Exercise data START
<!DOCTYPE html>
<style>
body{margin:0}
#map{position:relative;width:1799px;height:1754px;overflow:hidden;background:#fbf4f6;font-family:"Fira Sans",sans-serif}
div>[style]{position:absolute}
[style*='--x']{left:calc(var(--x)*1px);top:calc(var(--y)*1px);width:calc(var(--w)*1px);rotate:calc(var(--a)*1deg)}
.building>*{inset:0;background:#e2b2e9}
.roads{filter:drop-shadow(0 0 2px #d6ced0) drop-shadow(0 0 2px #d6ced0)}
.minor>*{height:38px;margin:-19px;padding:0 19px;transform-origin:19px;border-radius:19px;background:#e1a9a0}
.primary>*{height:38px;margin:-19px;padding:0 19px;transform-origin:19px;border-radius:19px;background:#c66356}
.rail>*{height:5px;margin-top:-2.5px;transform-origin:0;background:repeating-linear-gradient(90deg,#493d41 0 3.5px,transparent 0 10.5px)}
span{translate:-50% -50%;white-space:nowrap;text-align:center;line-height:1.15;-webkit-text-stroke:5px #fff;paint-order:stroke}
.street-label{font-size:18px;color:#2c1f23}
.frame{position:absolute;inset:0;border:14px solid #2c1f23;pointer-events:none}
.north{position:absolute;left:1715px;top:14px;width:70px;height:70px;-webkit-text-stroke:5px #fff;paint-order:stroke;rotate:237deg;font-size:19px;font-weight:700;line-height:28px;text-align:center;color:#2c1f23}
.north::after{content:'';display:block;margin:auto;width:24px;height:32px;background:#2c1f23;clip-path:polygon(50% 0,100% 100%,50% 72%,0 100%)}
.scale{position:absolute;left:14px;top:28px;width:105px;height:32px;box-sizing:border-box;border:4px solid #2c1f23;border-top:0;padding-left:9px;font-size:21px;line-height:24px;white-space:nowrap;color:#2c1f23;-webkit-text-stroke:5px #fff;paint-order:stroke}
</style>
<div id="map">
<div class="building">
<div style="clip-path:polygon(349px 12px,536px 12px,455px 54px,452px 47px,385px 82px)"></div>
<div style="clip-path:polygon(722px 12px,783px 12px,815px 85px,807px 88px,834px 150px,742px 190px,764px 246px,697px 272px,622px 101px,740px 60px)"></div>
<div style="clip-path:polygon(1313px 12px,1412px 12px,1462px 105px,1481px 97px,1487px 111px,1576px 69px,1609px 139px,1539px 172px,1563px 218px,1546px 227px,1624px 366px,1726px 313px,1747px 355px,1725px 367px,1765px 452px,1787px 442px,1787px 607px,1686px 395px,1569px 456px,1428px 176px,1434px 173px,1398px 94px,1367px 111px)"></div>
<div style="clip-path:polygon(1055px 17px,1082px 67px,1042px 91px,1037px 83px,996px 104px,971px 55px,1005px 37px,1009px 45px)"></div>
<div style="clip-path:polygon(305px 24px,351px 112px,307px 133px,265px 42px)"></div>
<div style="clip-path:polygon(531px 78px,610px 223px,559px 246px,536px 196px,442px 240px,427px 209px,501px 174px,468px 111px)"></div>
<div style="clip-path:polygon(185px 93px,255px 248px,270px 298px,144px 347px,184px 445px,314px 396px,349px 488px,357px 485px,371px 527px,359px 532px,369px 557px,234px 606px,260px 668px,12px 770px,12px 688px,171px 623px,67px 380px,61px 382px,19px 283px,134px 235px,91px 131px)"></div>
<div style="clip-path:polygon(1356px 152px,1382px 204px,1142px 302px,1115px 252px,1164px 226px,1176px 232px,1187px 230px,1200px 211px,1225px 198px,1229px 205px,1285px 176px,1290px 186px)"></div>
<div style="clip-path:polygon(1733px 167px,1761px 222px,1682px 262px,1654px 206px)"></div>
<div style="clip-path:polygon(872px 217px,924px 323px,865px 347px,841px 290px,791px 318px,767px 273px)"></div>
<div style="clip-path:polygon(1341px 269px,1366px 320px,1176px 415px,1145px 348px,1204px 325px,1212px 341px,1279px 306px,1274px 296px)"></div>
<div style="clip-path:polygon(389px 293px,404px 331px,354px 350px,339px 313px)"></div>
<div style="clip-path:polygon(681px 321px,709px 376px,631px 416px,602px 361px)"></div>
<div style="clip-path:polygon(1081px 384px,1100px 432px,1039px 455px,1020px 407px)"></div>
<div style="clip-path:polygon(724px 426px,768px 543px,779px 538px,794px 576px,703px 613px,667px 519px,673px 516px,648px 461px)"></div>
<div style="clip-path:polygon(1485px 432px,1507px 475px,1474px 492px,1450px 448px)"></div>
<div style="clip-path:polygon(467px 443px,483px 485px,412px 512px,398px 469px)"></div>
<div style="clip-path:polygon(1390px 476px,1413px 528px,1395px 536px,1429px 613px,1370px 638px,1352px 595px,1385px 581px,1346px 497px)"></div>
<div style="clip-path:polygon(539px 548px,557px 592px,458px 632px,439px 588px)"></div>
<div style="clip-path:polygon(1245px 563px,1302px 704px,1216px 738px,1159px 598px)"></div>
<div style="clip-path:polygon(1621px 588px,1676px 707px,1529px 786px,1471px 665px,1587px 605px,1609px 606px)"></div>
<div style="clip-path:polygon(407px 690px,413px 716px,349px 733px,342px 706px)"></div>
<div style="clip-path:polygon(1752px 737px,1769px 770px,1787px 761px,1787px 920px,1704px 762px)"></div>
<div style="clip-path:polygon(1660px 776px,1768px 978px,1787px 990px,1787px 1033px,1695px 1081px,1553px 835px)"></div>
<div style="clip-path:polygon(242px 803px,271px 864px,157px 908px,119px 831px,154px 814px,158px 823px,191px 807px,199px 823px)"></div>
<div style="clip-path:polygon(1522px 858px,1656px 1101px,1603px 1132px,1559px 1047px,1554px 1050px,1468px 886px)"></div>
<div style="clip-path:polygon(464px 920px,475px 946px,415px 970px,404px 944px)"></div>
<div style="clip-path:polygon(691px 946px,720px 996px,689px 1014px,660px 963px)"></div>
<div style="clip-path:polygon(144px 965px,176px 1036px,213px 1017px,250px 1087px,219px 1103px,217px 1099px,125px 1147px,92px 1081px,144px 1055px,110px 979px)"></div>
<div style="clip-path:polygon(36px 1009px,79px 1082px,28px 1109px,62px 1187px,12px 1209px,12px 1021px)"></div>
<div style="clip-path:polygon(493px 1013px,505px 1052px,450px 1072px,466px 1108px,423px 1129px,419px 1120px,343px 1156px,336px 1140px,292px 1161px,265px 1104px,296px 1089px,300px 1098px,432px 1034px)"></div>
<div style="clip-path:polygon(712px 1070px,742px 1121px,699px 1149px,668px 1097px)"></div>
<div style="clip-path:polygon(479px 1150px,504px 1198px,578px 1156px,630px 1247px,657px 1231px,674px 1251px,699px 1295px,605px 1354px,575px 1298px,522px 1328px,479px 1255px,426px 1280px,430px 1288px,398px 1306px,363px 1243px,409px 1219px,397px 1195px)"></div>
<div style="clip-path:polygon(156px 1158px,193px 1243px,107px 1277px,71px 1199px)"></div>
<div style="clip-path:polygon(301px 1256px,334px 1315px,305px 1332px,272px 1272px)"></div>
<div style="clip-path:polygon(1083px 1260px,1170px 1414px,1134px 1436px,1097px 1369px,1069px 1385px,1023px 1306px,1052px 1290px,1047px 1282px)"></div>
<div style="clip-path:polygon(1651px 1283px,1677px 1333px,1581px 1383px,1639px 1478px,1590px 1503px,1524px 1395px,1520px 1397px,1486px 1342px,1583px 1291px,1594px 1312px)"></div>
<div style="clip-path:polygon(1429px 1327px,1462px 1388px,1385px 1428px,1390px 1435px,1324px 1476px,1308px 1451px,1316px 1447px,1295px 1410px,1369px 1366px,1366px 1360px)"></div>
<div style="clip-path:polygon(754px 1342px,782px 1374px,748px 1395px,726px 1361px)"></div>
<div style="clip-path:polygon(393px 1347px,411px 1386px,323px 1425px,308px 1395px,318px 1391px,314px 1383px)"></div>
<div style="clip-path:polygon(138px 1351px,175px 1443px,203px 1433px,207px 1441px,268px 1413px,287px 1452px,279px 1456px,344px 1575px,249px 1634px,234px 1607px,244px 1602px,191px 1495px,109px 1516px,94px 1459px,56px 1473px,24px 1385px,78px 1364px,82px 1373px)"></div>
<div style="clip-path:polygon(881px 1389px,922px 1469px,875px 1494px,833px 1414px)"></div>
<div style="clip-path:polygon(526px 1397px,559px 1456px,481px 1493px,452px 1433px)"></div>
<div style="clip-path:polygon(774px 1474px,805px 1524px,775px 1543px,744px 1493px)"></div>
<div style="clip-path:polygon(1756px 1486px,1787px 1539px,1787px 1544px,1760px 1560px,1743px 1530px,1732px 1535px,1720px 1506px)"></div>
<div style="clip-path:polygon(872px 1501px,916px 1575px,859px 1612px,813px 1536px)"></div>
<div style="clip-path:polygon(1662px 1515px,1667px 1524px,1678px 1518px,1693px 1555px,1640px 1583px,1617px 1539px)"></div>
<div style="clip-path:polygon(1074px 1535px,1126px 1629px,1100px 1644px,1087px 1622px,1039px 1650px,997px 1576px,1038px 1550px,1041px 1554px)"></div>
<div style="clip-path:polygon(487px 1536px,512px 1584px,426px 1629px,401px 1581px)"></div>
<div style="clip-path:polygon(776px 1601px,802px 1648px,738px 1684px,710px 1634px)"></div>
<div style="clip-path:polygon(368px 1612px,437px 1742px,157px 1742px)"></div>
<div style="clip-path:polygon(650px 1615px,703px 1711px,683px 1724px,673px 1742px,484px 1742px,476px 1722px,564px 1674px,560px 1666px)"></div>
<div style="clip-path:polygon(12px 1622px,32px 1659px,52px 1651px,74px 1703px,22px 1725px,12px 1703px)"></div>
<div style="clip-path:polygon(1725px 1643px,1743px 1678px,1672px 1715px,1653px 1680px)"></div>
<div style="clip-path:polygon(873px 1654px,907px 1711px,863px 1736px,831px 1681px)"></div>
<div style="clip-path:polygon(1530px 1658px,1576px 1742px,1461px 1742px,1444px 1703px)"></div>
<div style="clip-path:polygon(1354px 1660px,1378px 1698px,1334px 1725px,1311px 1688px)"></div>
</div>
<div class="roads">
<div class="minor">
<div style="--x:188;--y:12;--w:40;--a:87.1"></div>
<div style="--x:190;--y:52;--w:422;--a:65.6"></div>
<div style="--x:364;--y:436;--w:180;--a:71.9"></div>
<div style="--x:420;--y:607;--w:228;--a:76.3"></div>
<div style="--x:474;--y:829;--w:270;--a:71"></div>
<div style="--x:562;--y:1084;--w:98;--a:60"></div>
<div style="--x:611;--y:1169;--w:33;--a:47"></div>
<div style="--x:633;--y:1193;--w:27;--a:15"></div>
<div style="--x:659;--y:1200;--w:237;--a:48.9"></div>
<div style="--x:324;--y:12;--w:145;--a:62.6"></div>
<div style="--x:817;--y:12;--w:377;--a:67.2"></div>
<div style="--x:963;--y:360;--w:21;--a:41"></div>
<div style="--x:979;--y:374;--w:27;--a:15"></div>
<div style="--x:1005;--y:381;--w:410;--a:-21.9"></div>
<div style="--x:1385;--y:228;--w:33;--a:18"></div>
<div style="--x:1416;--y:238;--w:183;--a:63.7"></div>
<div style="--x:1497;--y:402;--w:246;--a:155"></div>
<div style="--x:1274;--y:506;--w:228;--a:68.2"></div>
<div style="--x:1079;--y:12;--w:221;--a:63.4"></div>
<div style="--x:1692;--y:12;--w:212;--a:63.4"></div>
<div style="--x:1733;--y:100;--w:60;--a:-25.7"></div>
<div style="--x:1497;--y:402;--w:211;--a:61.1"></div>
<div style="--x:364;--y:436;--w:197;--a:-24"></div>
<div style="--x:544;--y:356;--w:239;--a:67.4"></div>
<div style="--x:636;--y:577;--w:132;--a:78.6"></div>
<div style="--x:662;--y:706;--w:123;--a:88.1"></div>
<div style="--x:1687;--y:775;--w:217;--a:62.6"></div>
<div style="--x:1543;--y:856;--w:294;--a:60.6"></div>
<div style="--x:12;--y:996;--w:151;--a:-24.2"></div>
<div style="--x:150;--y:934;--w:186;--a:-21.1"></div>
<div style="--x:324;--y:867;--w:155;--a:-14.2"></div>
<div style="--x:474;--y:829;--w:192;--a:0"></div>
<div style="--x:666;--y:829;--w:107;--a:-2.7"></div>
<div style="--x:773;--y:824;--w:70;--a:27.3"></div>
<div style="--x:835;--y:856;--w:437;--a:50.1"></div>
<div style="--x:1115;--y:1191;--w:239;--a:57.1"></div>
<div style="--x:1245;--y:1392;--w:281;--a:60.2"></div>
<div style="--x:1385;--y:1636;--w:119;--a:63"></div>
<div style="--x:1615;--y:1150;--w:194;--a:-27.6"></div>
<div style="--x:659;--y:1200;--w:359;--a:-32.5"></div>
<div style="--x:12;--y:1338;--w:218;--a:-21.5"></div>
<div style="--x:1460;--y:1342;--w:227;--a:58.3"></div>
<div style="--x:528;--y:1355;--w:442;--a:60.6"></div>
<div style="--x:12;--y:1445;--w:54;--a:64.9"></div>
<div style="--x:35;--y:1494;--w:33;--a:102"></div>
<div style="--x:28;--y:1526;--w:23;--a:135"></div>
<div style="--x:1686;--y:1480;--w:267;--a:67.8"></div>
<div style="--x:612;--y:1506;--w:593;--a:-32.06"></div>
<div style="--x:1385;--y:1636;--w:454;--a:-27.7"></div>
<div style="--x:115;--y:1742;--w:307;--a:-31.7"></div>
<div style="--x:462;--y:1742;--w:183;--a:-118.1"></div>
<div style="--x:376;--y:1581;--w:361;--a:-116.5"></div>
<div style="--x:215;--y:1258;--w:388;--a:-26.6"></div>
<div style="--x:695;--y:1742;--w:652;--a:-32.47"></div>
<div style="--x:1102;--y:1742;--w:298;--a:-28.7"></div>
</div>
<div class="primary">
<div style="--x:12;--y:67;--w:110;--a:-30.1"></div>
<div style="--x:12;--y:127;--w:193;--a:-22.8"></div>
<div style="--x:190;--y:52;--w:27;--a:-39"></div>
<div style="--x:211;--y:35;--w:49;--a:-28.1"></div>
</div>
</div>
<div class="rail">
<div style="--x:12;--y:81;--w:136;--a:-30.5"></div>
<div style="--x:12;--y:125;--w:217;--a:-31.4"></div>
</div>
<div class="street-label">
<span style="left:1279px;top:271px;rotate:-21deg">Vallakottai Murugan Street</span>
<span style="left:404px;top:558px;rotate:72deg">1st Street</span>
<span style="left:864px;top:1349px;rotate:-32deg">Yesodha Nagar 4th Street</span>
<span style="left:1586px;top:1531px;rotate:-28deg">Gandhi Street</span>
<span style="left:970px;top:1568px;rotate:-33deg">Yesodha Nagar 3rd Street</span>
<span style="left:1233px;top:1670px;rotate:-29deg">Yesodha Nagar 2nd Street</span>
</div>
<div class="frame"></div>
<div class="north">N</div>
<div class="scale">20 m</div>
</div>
Exercise data END
• Exercise goal
Exactly as they appear, retype the lines from the start of the records through the line containing "2px #d6ced0) drop-shadow(0".

• Result of this exercise
<!DOCTYPE html>
<style>
body{margin:0}
#map{position:relative;width:1799px;height:1754px;overflow:hidden;background:#fbf4f6;font-family:"Fira Sans",sans-serif}
div>[style]{position:absolute}
[style*='--x']{left:calc(var(--x)*1px);top:calc(var(--y)*1px);width:calc(var(--w)*1px);rotate:calc(var(--a)*1deg)}
.building>*{inset:0;background:#e2b2e9}
.roads{filter:drop-shadow(0 0 2px #d6ced0) drop-shadow(0 0 2px #d6ced0)}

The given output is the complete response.